House Passes Major Housing Bill Aimed at Home Affordability and To Speed Up Construction

by Tristan Navera

skyline-of-jacksonville

The House passed a major bipartisan housing reform bill Monday evening, setting the stage for significant updates to the nation's housing laws.

The Housing for the 21st Century Act passed by a vote of 390-9 on the full House floor. The bill—a rare bipartisan effort—contains a range of provisions aimed at home affordability, with a similar bill also moving through the Senate.

It comes amid rampant pessimism in the housing market, but signs that some policy change can make homes more attainable.

The median price of a house increased 69% from 1995 to 2024. Realtor.com® economists estimate the nation has a shortfall of about 4 million homes, contributing to rising costs. Even with major structural changes, it would take the better part of a decade to build the needed homes.
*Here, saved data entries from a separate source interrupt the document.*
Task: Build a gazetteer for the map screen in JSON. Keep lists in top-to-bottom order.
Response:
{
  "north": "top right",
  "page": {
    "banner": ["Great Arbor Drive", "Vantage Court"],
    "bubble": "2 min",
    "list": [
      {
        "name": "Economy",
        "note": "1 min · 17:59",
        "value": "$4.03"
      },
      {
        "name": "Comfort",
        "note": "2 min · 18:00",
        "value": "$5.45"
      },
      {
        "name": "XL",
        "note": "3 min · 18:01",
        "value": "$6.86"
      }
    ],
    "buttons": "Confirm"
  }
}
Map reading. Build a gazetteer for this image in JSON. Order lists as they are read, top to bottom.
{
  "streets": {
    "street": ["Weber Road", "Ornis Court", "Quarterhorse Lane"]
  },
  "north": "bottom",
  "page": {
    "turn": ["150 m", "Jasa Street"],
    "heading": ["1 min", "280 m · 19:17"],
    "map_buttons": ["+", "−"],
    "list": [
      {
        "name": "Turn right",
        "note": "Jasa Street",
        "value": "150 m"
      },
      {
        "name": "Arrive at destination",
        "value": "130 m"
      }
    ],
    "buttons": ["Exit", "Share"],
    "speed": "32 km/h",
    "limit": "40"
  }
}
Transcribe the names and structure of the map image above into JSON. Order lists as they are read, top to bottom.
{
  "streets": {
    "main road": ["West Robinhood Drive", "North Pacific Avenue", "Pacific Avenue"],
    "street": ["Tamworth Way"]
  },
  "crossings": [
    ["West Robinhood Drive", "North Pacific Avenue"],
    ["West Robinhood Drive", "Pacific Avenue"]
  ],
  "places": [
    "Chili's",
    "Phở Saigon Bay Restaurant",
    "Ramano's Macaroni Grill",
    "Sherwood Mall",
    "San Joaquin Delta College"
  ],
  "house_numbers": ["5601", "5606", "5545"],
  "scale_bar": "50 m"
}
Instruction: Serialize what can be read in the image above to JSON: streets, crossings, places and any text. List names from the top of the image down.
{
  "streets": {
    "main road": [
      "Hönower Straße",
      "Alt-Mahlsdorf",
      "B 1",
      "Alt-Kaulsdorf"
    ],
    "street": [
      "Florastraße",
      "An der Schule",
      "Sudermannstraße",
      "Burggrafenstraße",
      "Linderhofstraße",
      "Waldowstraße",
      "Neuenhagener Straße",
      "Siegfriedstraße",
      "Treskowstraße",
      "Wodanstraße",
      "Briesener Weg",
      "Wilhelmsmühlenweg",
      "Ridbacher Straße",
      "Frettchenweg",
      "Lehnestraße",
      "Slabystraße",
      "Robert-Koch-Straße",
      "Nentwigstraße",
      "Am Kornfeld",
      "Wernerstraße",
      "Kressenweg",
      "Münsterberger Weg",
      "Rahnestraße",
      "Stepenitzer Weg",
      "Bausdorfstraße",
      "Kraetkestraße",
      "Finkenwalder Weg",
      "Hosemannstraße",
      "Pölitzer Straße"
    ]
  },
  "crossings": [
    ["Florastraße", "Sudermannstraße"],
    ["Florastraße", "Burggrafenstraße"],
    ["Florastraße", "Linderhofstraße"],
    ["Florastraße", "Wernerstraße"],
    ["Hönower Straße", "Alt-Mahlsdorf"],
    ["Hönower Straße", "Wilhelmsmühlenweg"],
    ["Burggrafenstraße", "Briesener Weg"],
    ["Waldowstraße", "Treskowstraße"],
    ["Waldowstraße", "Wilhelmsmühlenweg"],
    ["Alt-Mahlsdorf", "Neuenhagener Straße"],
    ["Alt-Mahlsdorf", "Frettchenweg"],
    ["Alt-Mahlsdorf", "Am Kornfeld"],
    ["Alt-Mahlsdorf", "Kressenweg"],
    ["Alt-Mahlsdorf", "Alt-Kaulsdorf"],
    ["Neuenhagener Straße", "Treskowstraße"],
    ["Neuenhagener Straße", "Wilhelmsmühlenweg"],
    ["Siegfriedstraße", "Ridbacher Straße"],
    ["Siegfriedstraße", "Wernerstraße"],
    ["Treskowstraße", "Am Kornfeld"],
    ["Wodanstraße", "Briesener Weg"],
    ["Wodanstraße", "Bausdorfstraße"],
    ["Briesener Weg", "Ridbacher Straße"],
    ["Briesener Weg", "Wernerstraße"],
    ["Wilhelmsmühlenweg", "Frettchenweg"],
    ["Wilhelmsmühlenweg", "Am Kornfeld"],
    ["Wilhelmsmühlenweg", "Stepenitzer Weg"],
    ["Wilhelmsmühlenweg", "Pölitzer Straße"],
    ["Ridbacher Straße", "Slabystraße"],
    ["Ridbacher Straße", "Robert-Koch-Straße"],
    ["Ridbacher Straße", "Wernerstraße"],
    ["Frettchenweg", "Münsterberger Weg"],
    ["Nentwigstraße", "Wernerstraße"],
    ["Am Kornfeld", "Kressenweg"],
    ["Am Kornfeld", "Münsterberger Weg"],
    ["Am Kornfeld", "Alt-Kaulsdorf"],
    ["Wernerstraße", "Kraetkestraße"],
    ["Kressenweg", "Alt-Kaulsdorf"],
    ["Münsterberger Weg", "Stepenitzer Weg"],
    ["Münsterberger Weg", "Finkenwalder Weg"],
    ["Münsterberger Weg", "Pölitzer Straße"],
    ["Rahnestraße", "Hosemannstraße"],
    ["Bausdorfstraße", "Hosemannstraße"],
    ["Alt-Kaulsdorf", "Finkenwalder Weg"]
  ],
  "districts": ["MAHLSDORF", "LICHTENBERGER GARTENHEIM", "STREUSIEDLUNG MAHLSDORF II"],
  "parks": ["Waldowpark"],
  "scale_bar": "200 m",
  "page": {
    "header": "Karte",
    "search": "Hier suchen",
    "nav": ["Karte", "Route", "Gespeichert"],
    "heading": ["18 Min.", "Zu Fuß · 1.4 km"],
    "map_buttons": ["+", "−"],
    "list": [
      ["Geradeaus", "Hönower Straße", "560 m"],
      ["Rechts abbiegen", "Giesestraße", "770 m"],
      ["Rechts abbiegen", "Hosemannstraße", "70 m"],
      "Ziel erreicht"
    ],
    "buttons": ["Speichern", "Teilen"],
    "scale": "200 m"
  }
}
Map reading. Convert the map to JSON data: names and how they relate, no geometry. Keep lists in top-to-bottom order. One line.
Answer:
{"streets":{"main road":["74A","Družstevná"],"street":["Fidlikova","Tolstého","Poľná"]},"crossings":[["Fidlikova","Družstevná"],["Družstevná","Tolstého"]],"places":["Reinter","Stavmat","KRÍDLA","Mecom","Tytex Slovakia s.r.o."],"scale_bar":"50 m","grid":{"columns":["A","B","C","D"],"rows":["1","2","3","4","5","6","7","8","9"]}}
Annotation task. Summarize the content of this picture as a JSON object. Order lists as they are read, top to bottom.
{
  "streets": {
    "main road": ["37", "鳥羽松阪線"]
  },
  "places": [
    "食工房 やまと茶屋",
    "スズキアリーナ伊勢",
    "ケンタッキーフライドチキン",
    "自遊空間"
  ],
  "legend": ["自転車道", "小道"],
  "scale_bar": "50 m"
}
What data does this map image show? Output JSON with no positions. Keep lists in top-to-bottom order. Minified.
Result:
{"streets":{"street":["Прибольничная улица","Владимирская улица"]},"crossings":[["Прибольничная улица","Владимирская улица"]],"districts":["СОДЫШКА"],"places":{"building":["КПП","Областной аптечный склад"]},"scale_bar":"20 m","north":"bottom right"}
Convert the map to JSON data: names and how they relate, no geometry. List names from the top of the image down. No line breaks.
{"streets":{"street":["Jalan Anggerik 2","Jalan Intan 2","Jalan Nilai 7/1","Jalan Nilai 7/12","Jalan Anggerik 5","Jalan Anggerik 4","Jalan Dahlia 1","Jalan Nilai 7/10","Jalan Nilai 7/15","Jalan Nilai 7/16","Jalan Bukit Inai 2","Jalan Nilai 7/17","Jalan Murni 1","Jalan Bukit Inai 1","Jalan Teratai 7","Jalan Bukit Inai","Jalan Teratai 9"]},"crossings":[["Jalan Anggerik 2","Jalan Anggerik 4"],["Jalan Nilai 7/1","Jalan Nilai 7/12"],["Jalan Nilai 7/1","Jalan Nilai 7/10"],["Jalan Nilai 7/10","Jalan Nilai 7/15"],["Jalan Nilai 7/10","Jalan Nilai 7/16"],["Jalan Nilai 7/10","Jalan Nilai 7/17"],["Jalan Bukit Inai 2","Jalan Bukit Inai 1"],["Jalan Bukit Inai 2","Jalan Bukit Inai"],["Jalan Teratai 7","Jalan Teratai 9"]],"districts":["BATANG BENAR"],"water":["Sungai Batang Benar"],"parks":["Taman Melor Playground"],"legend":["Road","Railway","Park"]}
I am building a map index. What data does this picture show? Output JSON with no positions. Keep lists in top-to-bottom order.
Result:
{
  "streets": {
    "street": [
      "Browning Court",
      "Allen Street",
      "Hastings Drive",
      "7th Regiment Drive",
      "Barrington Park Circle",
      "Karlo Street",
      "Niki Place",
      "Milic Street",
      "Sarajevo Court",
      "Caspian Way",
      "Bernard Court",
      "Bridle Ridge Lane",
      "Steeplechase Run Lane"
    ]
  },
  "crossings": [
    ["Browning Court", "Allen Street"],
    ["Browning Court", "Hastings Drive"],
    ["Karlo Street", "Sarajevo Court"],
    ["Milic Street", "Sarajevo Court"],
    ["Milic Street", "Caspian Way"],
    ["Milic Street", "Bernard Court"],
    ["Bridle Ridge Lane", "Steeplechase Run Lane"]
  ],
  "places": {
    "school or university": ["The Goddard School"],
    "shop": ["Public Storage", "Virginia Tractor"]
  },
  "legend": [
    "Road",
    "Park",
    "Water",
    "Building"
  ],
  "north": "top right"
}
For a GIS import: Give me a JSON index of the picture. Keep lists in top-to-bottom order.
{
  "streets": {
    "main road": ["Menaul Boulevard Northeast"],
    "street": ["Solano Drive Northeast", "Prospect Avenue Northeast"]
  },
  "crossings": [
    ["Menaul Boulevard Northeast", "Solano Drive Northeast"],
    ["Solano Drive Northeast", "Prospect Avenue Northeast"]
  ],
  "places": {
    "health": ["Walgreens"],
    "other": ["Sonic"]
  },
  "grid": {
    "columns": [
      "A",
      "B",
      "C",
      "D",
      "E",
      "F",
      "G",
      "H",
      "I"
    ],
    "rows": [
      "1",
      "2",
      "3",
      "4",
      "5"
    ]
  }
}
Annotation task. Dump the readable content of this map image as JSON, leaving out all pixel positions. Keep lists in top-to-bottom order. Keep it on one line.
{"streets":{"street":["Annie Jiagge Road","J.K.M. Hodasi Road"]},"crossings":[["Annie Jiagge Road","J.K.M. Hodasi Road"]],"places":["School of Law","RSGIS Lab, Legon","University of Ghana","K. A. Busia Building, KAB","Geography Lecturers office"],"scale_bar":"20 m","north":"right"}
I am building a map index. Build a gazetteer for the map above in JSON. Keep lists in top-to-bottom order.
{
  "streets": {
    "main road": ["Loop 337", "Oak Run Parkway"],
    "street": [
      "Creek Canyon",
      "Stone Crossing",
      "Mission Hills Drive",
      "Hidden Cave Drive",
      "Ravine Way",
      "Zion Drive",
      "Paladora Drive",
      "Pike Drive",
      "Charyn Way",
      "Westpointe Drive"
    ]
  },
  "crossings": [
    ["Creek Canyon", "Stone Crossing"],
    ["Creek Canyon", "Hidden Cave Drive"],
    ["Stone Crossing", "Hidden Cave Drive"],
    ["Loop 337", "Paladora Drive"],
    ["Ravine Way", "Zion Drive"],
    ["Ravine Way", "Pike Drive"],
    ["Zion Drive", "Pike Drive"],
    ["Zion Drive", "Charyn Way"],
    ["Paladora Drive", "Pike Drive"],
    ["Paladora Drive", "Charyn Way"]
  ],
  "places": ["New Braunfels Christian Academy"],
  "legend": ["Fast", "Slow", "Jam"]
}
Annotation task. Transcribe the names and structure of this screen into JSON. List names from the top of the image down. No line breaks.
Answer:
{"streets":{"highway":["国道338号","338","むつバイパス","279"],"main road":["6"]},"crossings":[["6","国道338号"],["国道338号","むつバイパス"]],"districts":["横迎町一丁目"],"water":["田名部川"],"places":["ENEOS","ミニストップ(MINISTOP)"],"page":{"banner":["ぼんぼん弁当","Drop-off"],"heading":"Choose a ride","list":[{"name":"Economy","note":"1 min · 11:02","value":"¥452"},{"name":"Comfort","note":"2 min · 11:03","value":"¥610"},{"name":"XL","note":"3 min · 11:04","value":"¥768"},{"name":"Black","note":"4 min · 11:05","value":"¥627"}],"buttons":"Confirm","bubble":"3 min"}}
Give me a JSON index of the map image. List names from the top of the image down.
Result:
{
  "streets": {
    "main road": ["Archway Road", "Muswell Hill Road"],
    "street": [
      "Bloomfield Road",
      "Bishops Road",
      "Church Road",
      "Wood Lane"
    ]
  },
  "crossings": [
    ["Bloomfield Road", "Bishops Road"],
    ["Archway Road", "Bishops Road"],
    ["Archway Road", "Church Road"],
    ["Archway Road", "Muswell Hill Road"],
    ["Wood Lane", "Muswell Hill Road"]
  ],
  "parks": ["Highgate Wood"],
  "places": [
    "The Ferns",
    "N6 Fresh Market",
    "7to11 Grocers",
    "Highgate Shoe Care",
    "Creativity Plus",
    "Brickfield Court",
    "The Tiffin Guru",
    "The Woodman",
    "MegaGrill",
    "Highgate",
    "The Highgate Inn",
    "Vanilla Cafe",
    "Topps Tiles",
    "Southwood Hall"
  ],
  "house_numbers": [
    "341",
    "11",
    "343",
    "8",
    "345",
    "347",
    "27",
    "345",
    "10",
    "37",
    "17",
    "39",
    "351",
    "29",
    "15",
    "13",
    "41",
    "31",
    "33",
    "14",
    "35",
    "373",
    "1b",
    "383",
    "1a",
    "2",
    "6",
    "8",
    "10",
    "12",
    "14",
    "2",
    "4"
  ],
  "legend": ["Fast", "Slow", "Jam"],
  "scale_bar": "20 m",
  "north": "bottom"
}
Both parties recognize the need to act, Republican Arkansas Rep. French Hill and Democratic California Rep. Maxine Waters, the two lead sponsors of the bill, said on the House floor Monday.

"The housing and homelessness crisis has reached a breaking point," Waters said.

What the bill does

Chairman French Hill, R-Ark, who introduced the bill.
Rep. French Hill, R-Ark., speaks with Rep. Maxine Waters, D-Calif., before the start of a House Financial Services Committee hearing on Feb. 5, 2025. (Bill Clark/CQ-Roll Call, Inc via Getty Images) (Bill Clark/CQ-Roll Call, Inc via Getty Images)

The bill contains about two dozen significant provisions. These aim to speed the cost of home construction and make it easier for Americans to obtain home financing.

The bill "will streamline approvals, and simplify federal and local housing processes to give rural and urban communities the tools they need to build homes faster," Hill said on the floor.

Some provisions are aimed at directly cutting home construction costs. One is the removal of a 1970s-era requirement that manufactured homes be built on a permanent chassis, even though many never move from their first destination. That reduces the cost of their construction.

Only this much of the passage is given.